Par une ordonnance du 15 mars 2022, le magistrat chargé de la mise en état saisi sur incident par la SCP DVV, a ordonné l’exécution provisoire du jugement dont appel, condamné Mme [Y] aux dépens de l’incident, et débouté cette dernière de sa demande fondée sur l’article 700 du code de procédure civile

L’ordonnance de clôture a été rendue le 24 janvier 2023.

SUR CE

Sur la péremption d’instance

Mme [Y] critique le jugement en ce qu’il a retenu pour écarter la péremption d’instance, que l’expertise ayant été ordonnée par jugement avant-dire droit du 11 décembre 2017 et le rapport ayant été déposé le 23 novembre 2020, ‘il ne saurait être sérieusement contesté qu’une mesure d’instruction ordonnée par le juge suspend le délai de péremption jusqu’à ce que l’expertise soit rendue’.

Elle soutient au contraire que le jugement qui a ordonné l’expertise, n’a pas sursis à statuer, ni ordonné la suspension de l’instance pour un temps ou jusqu’à la survenance d’un événement déterminé et que le délai de préemption a commencé à courir le 12 décembre 2017 pour expirer le 19 décembre 2019, sans que pendant cette période la SCP DVV n’accomplisse la moindre diligence aux fins d’obtenir la suspension de l’instance dans les conditions de l’article 392 du code de procédure civile, le dépôt de ses conclusions le 23 novembre 2020 intervenant alors que l’instance était périmée.

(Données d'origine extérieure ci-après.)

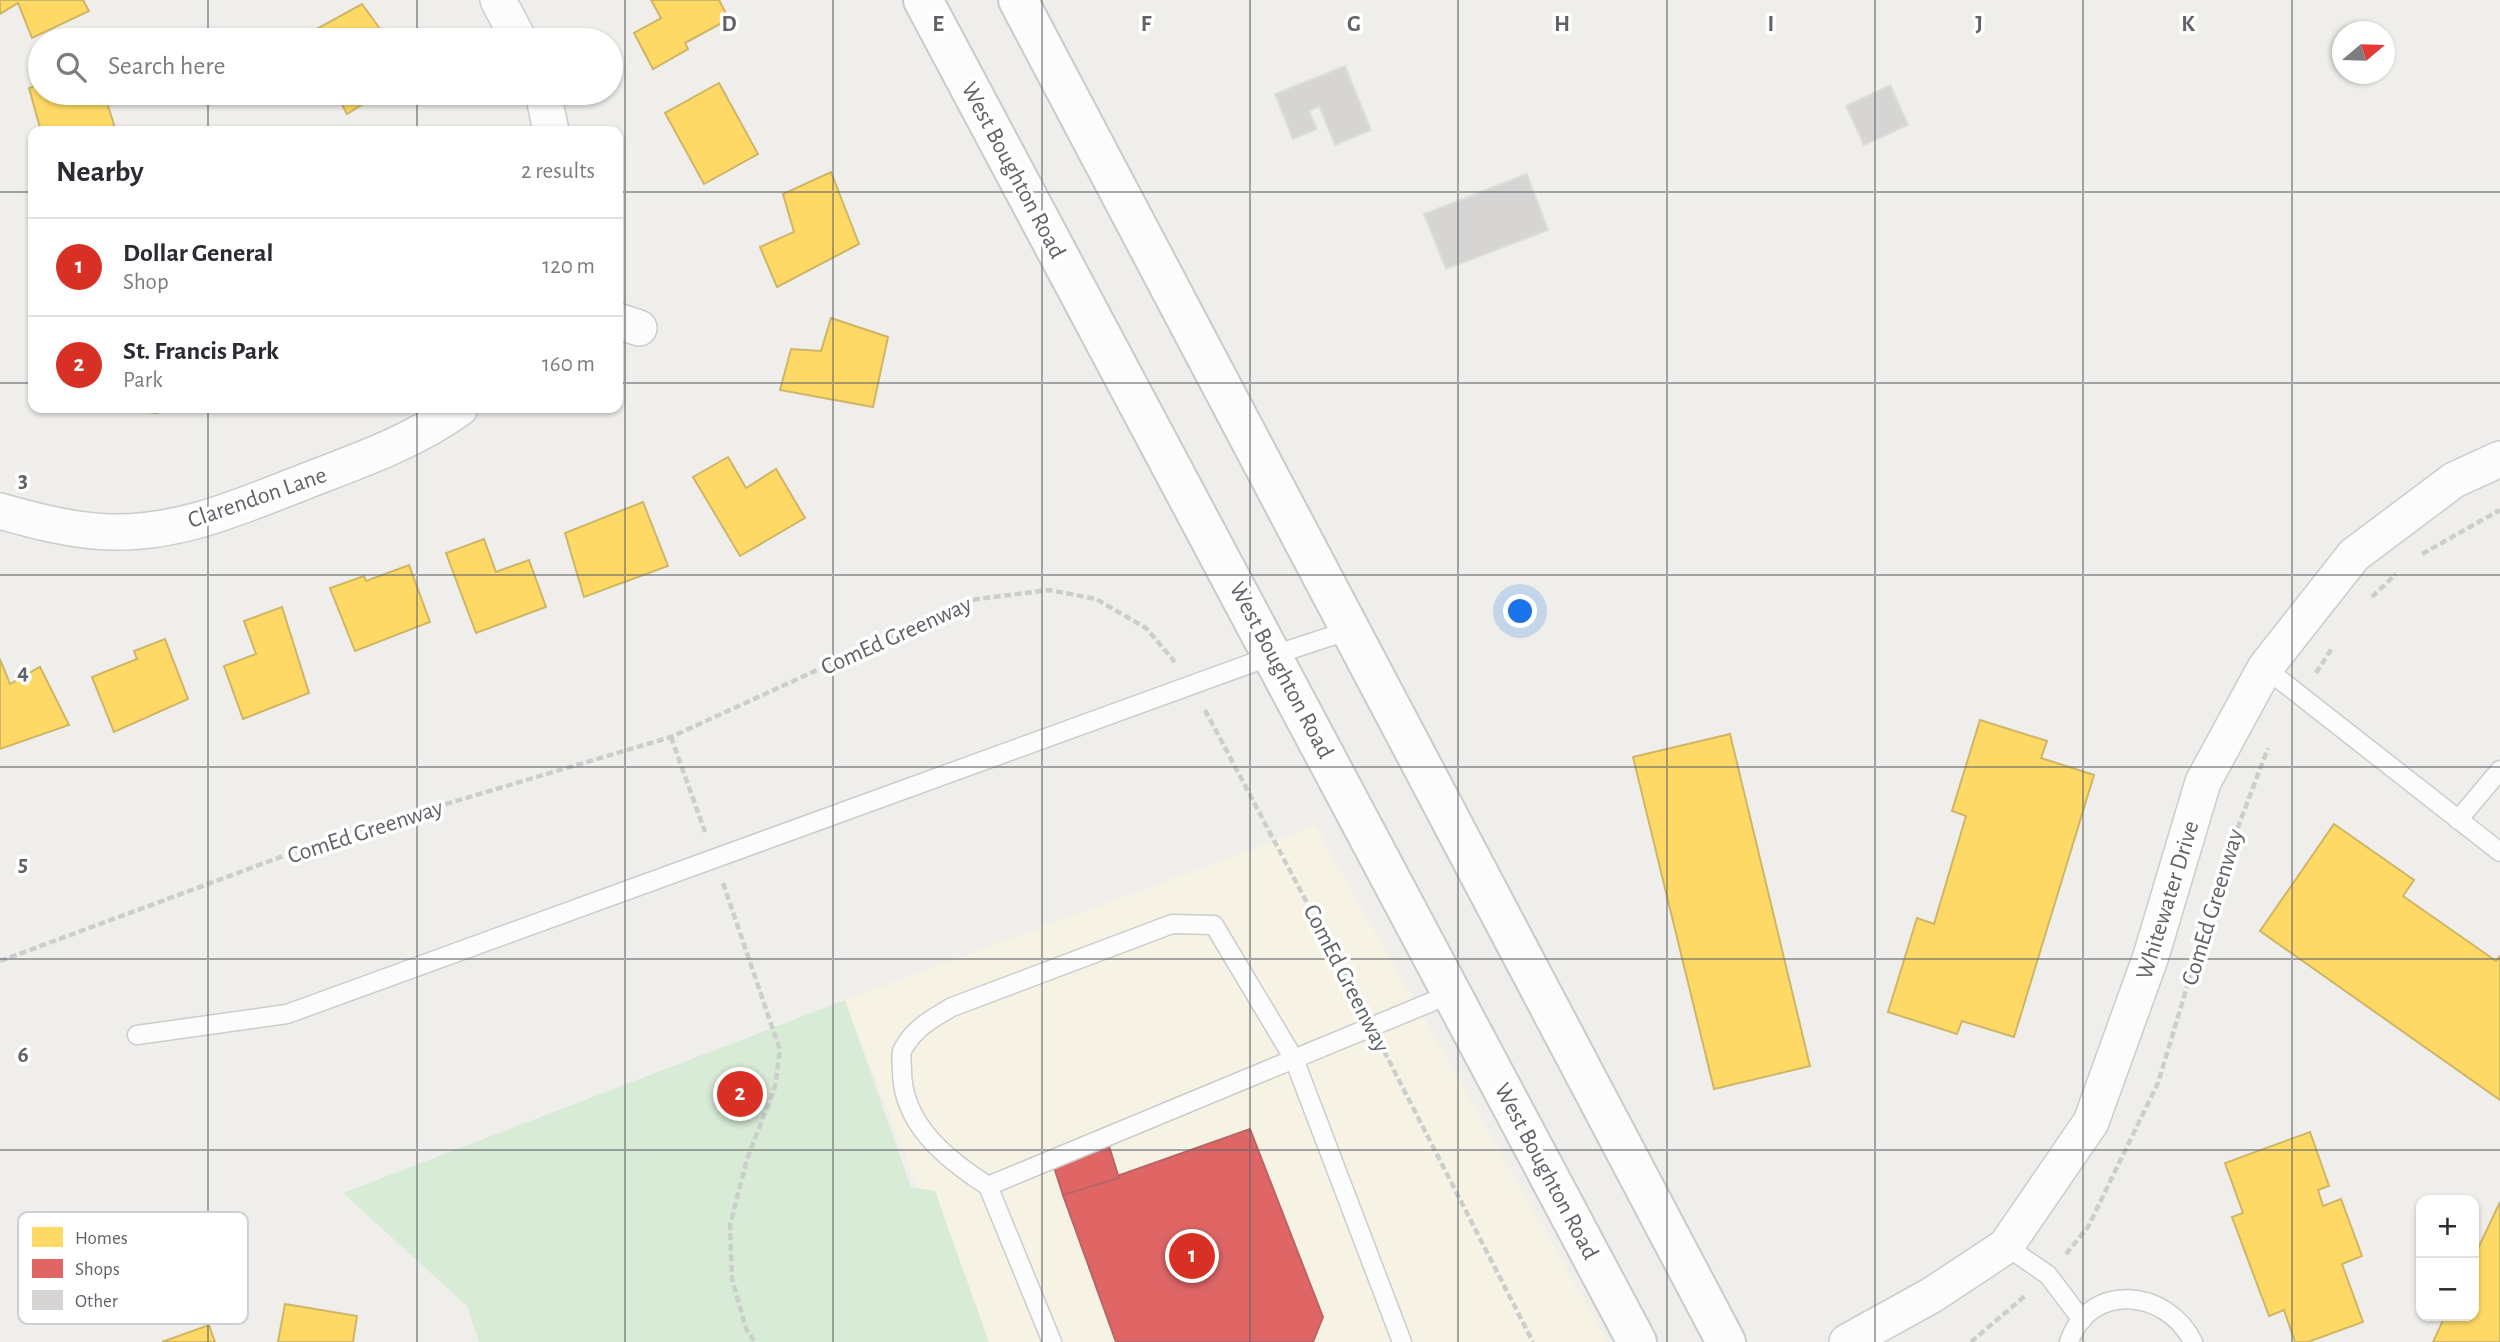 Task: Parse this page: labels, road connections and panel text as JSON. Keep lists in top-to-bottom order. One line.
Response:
{"streets":{"main road":["West Boughton Road"],"street":["Clarendon Lane","Whitewater Drive"],"path":["ComEd Greenway"]},"legend":["Homes","Shops","Other"],"north":"right","page":{"search":"Search here","heading":["Nearby","2 results"],"list":[{"mark":"1","name":"Dollar General","note":"Shop","value":"120 m"},{"mark":"2","name":"St. Francis Park","note":"Park","value":"160 m"}],"pins":["2","1"],"map_buttons":["+","−"]},"grid":{"columns":["D","E","F","G","H","I","J","K"],"rows":["3","4","5","6"]}}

La SCP DVV prétend au contraire que l’historique du litige tel que repris par l’expert dans son rapport en pages 3 à 5 suffit à établir la réalité des diligences entreprises par les parties en vue de la progression de l’affaire et que la péremption d’instance n’est pas acquise.

Lorsque le juge ordonne une mesure d’instruction, le délai de péremption n’est pas interrompu le temps de la réalisation de la mesure. Pour que le délai soit interrompu, le juge doit en même temps prononcer un sursis à statuer dans l’attente du dépôt du rapport de l’expert.

En l’espèce, le jugement avant-dire droit en date du 11 décembre 2017 par lequel le tribunal d’instance de Dijon a ordonné l’expertise judiciaire n’a pas sursis à statuer dans l’attente du dépôt du rapport d’expertise, de sorte que le délai de péremption, a continué à courir pendant le délai d’exécution de la mesure d’expertise.

Il convient de relever au travers des pièces produites, que Maître [F], avocat de la SCP DVV a saisi l’expert par courriel du 11 mars 2019 en lui communiquant l’ordonnance qui la désigne en remplacement de M. [W], ses pièces 1 à 95, et la justification du versement de la consignation ; que l’expert a accepté sa mission le 18 mars 2019 ; que Maître [F] l’a relancée par mail du 24 mai 2019 pour obtenir une date de convocation à une réunion d’ouverture, lui a communiqué de nouvelles pièces par courriel du 28 mai 2019, puis adressé une nouvelle relance le 9 décembre 2019, Maître [S], avocate de Mme [Y] ayant entre temps par courriel du 7 juin 2019 adressé ses conclusions et pièces à l’expert ; que les parties se sont positionnées sur le pré rapport d’expertise, par courriels des 12 mars 2020 et 20 mai 2020, avant dépôt du rapport d’expertise le 25 août 2020.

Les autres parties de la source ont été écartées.